> Work to be completed
Pictures stay out, but every line of the data is copied exactly.

(Records from a data collection)
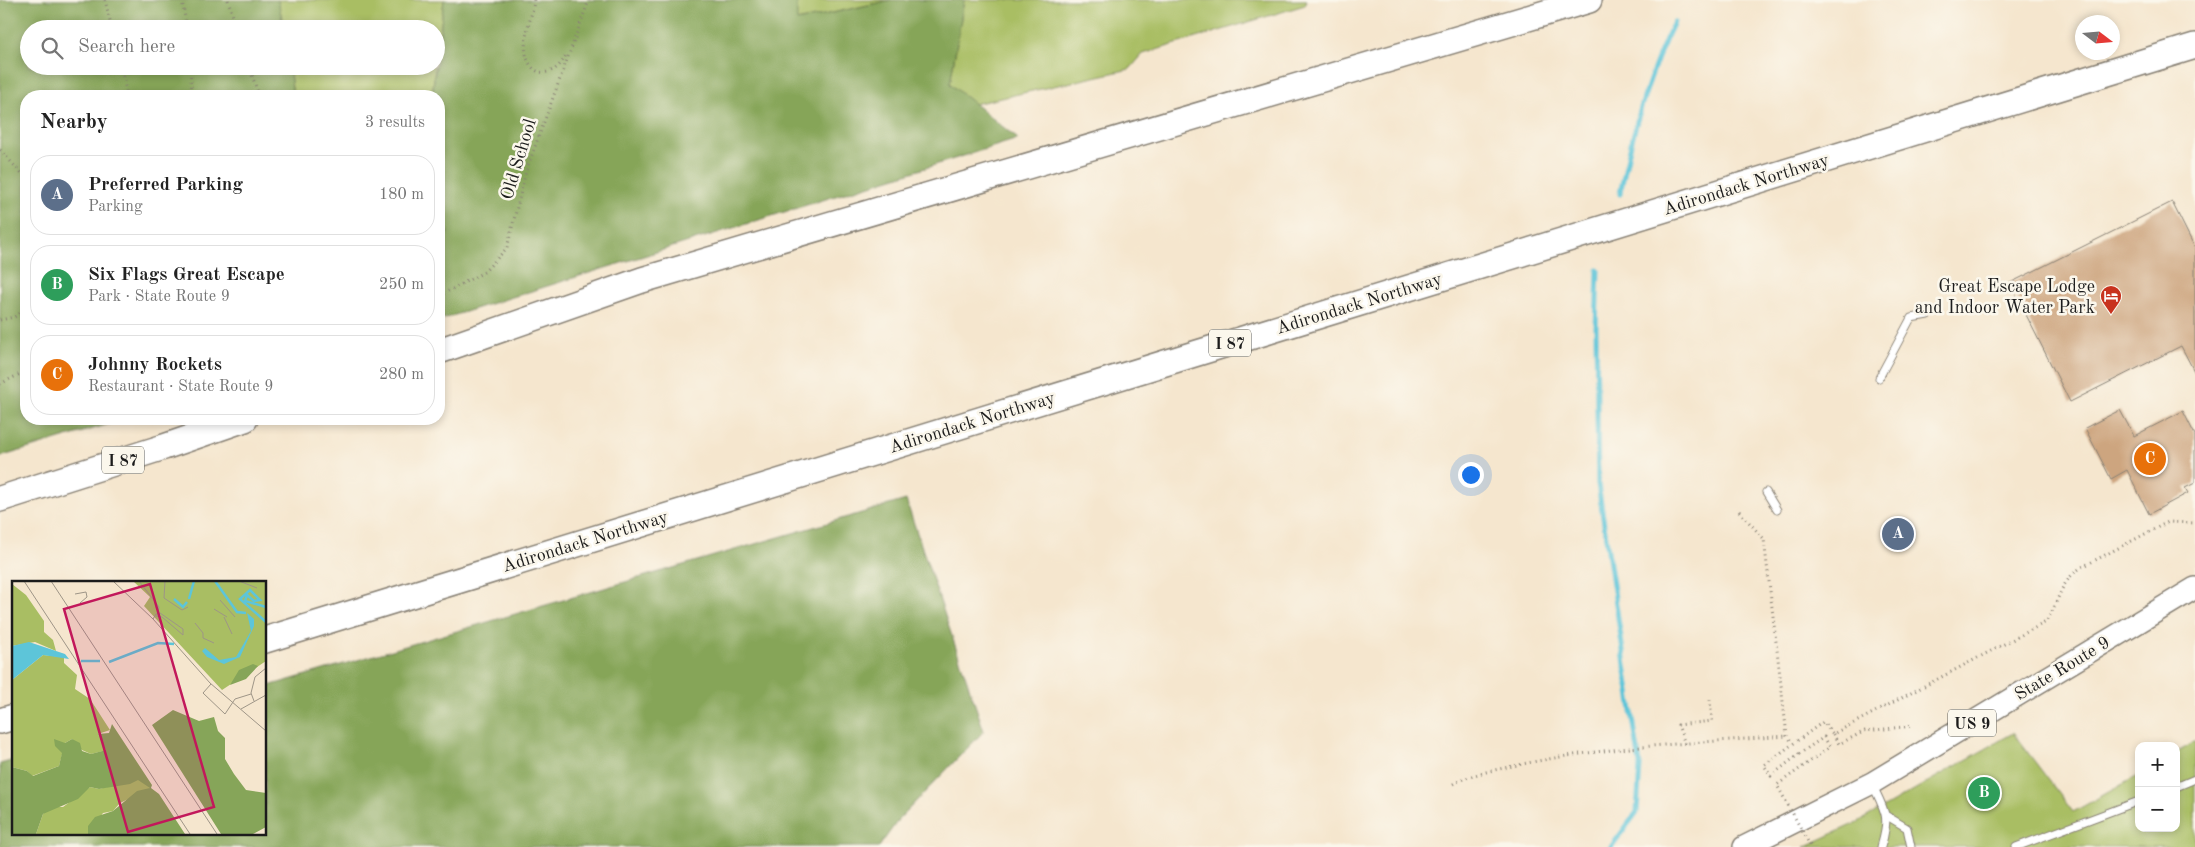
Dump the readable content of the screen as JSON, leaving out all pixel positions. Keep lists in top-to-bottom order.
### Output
{
  "streets": {
    "highway": ["Adirondack Northway", "I 87"],
    "main road": ["State Route 9", "US 9"],
    "path": ["Old School"]
  },
  "places": {
    "hotel": ["Great Escape Lodge and Indoor Water Park"]
  },
  "north": "right",
  "page": {
    "search": "Search here",
    "heading": ["Nearby", "3 results"],
    "list": [
      {
        "mark": "A",
        "name": "Preferred Parking",
        "note": "Parking",
        "value": "180 m"
      },
      {
        "mark": "B",
        "name": "Six Flags Great Escape",
        "note": "Park · State Route 9",
        "value": "250 m"
      },
      {
        "mark": "C",
        "name": "Johnny Rockets",
        "note": "Restaurant · State Route 9",
        "value": "280 m"
      }
    ],
    "pins": ["C", "A", "B"],
    "map_buttons": ["+", "−"]
  }
}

> Result for this exercise
Dump the readable content of the screen as JSON, leaving out all pixel positions. Keep lists in top-to-bottom order.
### Output
{
  "streets": {
    "highway": ["Adirondack Northway", "I 87"],
    "main road": ["State Route 9", "US 9"],
    "path": ["Old School"]
  },
  "places": {
    "hotel": ["Great Escape Lodge and Indoor Water Park"]
  },
  "north": "right",
  "page": {
    "search": "Search here",
    "heading": ["Nearby", "3 results"],
    "list": [
      {
        "mark": "A",
        "name": "Preferred Parking",
        "note": "Parking",
        "value": "180 m"
      },
      {
        "mark": "B",
        "name": "Six Flags Great Escape",
        "note": "Park · State Route 9",
        "value": "250 m"
      },
      {
        "mark": "C",
        "name": "Johnny Rockets",
        "note": "Restaurant · State Route 9",
        "value": "280 m"
      }
    ],
    "pins": ["C", "A", "B"],
    "map_buttons": ["+", "−"]
  }
}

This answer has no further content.